### [WHAT YOU SHOULD DO]
Wherever "without" appears in a line of the records below, count that line, and report only the number.

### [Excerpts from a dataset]
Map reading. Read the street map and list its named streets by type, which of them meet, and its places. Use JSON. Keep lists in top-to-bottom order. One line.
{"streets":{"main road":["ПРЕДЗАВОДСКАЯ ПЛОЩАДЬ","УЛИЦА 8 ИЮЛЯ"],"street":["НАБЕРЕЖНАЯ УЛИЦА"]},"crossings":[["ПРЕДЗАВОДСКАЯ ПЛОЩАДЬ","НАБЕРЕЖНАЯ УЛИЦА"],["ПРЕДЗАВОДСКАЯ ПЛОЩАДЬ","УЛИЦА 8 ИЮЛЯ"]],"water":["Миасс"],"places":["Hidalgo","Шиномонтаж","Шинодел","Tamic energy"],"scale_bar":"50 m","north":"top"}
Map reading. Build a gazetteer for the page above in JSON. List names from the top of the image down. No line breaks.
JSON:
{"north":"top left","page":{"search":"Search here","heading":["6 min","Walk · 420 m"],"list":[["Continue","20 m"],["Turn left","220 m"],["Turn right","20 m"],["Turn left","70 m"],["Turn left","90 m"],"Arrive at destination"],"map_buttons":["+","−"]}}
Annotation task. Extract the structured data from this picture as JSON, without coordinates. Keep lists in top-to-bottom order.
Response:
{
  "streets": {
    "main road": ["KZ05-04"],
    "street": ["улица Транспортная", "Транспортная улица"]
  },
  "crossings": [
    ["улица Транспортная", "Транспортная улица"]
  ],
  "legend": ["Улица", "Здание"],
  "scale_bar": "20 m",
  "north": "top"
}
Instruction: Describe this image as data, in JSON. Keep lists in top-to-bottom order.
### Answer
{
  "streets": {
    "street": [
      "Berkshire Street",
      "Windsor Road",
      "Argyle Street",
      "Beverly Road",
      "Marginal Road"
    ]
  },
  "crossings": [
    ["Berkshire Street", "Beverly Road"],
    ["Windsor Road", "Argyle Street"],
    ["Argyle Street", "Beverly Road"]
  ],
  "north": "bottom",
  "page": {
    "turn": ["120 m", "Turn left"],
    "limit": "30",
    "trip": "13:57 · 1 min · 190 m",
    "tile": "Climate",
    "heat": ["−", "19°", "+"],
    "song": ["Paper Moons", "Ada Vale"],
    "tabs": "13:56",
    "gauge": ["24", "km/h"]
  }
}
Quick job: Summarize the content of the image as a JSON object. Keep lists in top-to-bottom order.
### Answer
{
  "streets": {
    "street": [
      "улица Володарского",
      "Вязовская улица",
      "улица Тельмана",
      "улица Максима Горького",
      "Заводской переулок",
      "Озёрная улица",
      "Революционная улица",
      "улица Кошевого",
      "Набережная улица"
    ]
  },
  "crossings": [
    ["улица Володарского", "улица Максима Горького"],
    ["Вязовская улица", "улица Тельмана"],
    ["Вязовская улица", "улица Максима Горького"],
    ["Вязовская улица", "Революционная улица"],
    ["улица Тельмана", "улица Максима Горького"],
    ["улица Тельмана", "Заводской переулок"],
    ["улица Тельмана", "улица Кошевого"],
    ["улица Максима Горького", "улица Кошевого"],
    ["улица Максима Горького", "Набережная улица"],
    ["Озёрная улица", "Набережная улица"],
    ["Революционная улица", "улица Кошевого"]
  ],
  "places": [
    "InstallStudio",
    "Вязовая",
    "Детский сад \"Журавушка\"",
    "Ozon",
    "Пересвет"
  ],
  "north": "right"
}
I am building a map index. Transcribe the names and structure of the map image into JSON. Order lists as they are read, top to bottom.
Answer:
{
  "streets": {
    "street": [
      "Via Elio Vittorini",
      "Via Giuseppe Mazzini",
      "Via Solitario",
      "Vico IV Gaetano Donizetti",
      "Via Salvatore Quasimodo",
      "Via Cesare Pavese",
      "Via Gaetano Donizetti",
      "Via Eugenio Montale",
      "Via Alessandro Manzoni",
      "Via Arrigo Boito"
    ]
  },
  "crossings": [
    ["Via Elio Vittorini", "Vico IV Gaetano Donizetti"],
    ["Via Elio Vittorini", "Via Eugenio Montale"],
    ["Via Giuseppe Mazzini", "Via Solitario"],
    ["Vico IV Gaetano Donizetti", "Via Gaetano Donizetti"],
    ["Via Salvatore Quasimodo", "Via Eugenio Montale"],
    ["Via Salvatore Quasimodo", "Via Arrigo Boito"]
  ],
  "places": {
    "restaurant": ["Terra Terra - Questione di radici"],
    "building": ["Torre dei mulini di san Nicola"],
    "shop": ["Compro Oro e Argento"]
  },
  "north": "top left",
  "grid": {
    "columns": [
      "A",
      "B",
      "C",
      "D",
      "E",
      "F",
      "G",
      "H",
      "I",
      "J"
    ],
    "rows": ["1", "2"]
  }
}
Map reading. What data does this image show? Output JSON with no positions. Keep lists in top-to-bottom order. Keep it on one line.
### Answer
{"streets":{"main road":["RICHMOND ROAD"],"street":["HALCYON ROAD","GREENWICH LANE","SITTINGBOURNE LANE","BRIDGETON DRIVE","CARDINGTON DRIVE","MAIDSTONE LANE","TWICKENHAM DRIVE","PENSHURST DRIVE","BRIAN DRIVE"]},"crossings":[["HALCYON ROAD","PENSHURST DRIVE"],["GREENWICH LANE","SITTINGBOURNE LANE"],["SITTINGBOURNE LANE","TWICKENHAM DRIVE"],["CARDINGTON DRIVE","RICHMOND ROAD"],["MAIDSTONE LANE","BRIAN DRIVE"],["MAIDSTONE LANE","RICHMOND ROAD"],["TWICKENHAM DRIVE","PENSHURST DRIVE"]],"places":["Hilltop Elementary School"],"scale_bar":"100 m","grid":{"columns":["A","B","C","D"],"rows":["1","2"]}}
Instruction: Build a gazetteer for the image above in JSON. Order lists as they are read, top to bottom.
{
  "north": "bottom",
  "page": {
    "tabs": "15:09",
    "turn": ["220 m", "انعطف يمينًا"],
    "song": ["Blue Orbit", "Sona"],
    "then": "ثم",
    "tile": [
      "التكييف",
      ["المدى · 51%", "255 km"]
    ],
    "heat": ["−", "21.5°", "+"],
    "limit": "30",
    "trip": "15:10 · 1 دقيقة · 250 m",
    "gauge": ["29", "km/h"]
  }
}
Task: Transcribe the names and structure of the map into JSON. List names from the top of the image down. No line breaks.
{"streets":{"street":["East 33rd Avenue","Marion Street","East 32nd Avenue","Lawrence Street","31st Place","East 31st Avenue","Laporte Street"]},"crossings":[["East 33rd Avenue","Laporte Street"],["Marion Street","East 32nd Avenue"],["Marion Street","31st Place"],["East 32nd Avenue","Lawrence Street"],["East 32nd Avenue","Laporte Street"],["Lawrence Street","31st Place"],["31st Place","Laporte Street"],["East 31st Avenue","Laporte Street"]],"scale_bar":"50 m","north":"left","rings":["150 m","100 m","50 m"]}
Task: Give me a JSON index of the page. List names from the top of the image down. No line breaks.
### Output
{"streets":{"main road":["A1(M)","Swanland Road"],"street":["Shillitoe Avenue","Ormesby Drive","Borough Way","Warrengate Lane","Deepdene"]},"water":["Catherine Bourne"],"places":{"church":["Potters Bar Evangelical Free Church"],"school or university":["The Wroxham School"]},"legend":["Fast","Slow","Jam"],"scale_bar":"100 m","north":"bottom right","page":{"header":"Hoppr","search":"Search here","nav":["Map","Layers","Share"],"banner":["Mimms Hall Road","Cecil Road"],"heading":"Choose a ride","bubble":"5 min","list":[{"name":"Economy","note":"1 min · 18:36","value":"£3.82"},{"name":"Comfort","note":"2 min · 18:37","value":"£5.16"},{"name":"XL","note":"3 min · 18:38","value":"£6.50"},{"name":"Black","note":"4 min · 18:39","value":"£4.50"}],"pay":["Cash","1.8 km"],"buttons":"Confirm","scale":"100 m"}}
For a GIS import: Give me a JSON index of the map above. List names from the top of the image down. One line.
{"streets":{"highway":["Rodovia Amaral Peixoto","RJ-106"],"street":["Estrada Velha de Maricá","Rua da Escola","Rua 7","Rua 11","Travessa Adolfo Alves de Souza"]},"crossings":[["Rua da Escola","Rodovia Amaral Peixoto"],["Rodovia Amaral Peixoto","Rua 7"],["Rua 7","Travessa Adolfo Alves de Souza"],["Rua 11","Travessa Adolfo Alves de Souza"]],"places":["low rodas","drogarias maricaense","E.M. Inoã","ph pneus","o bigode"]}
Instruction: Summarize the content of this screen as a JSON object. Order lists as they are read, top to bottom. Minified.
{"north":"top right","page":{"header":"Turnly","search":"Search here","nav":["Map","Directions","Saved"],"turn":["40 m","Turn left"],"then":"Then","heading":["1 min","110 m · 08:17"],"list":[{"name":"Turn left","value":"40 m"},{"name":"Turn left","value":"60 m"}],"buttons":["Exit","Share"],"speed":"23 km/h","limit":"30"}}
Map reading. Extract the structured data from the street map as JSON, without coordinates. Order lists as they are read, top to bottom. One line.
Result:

### [REPLY TO THE TASK]
2